◆ Exercise aim ◆
For this exercise, repeat the records below exactly and omit every picture.

Dataset items:
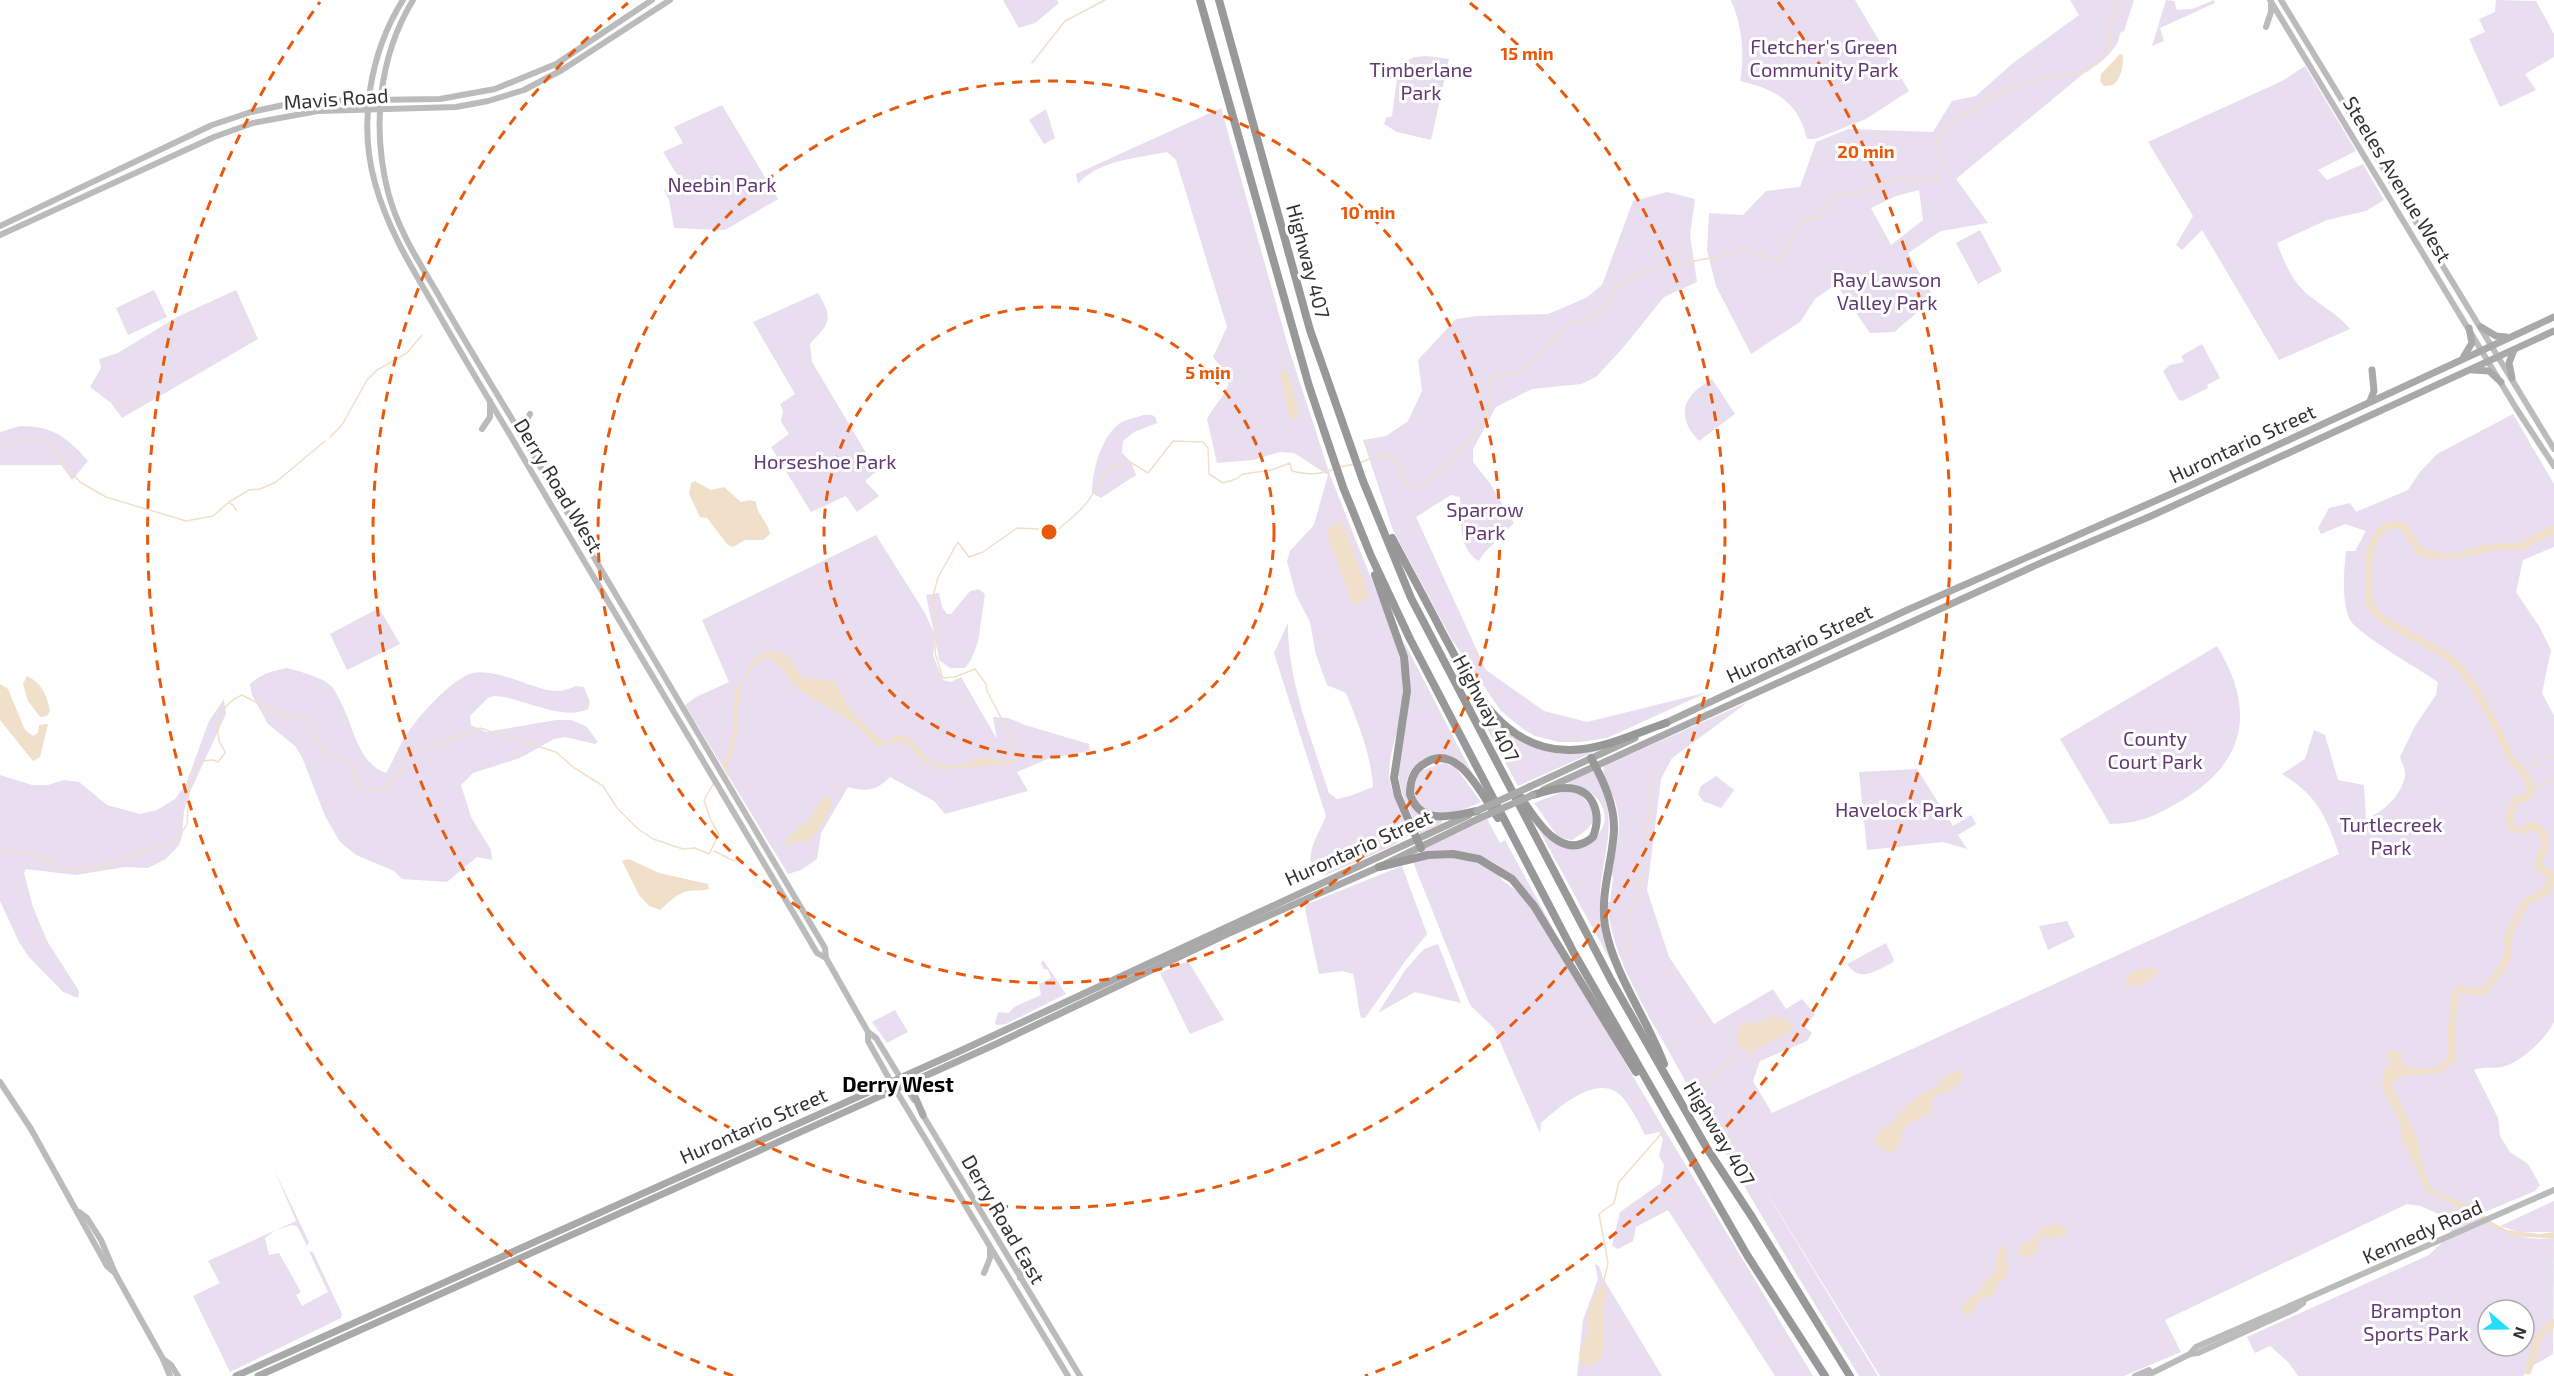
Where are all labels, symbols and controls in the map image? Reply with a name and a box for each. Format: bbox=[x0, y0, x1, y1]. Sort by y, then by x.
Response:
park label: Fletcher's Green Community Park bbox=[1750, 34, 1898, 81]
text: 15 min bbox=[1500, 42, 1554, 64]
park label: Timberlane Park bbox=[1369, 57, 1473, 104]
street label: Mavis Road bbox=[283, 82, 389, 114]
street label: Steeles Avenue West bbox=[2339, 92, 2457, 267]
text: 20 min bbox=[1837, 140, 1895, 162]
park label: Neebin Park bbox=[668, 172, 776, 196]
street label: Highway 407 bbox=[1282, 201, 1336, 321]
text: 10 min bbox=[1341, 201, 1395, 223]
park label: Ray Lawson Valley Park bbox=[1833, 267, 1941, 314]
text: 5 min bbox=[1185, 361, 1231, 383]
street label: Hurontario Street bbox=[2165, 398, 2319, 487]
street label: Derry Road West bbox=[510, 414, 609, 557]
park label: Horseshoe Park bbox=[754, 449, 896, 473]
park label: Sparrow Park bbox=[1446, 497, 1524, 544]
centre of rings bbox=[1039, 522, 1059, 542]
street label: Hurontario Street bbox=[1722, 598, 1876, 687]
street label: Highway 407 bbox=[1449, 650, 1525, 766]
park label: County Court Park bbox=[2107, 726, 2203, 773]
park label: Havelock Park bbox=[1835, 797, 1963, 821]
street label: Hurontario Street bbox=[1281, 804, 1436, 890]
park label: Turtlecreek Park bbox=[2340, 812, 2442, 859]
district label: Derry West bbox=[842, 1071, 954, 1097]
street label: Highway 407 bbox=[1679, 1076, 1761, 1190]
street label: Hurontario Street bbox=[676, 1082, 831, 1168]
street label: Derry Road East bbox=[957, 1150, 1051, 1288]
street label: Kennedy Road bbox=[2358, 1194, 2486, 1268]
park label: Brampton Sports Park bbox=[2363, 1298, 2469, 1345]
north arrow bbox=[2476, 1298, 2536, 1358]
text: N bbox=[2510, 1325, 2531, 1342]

◆ Written response ◆
Where are all labels, symbols and controls in the map image? Reply with a name and a box for each. Format: bbox=[x0, y0, x1, y1]. Sort by y, then by x.
Response:
park label: Fletcher's Green Community Park bbox=[1750, 34, 1898, 81]
text: 15 min bbox=[1500, 42, 1554, 64]
park label: Timberlane Park bbox=[1369, 57, 1473, 104]
street label: Mavis Road bbox=[283, 82, 389, 114]
street label: Steeles Avenue West bbox=[2339, 92, 2457, 267]
text: 20 min bbox=[1837, 140, 1895, 162]
park label: Neebin Park bbox=[668, 172, 776, 196]
street label: Highway 407 bbox=[1282, 201, 1336, 321]
text: 10 min bbox=[1341, 201, 1395, 223]
park label: Ray Lawson Valley Park bbox=[1833, 267, 1941, 314]
text: 5 min bbox=[1185, 361, 1231, 383]
street label: Hurontario Street bbox=[2165, 398, 2319, 487]
street label: Derry Road West bbox=[510, 414, 609, 557]
park label: Horseshoe Park bbox=[754, 449, 896, 473]
park label: Sparrow Park bbox=[1446, 497, 1524, 544]
centre of rings bbox=[1039, 522, 1059, 542]
street label: Hurontario Street bbox=[1722, 598, 1876, 687]
street label: Highway 407 bbox=[1449, 650, 1525, 766]
park label: County Court Park bbox=[2107, 726, 2203, 773]
park label: Havelock Park bbox=[1835, 797, 1963, 821]
street label: Hurontario Street bbox=[1281, 804, 1436, 890]
park label: Turtlecreek Park bbox=[2340, 812, 2442, 859]
district label: Derry West bbox=[842, 1071, 954, 1097]
street label: Highway 407 bbox=[1679, 1076, 1761, 1190]
street label: Hurontario Street bbox=[676, 1082, 831, 1168]
street label: Derry Road East bbox=[957, 1150, 1051, 1288]
street label: Kennedy Road bbox=[2358, 1194, 2486, 1268]
park label: Brampton Sports Park bbox=[2363, 1298, 2469, 1345]
north arrow bbox=[2476, 1298, 2536, 1358]
text: N bbox=[2510, 1325, 2531, 1342]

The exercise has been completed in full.